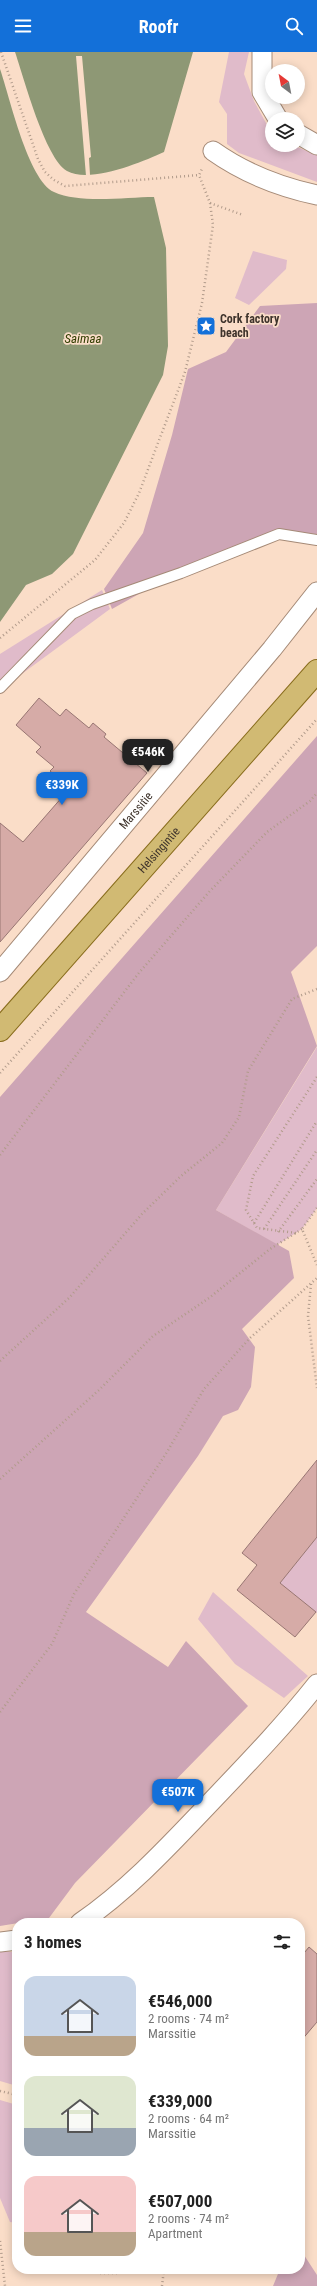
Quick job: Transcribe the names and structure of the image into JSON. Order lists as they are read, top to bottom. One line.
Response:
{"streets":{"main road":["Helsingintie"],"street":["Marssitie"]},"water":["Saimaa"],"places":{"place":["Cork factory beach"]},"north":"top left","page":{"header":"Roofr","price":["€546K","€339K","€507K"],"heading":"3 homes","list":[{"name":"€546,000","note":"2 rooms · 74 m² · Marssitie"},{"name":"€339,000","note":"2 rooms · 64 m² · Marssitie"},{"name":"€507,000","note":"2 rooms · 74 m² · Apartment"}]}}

———

Task objective
I would like the data copied exactly as it stands, with no pictures included.

Expected answer
Quick job: Transcribe the names and structure of the image into JSON. Order lists as they are read, top to bottom. One line.
Response:
{"streets":{"main road":["Helsingintie"],"street":["Marssitie"]},"water":["Saimaa"],"places":{"place":["Cork factory beach"]},"north":"top left","page":{"header":"Roofr","price":["€546K","€339K","€507K"],"heading":"3 homes","list":[{"name":"€546,000","note":"2 rooms · 74 m² · Marssitie"},{"name":"€339,000","note":"2 rooms · 64 m² · Marssitie"},{"name":"€507,000","note":"2 rooms · 74 m² · Apartment"}]}}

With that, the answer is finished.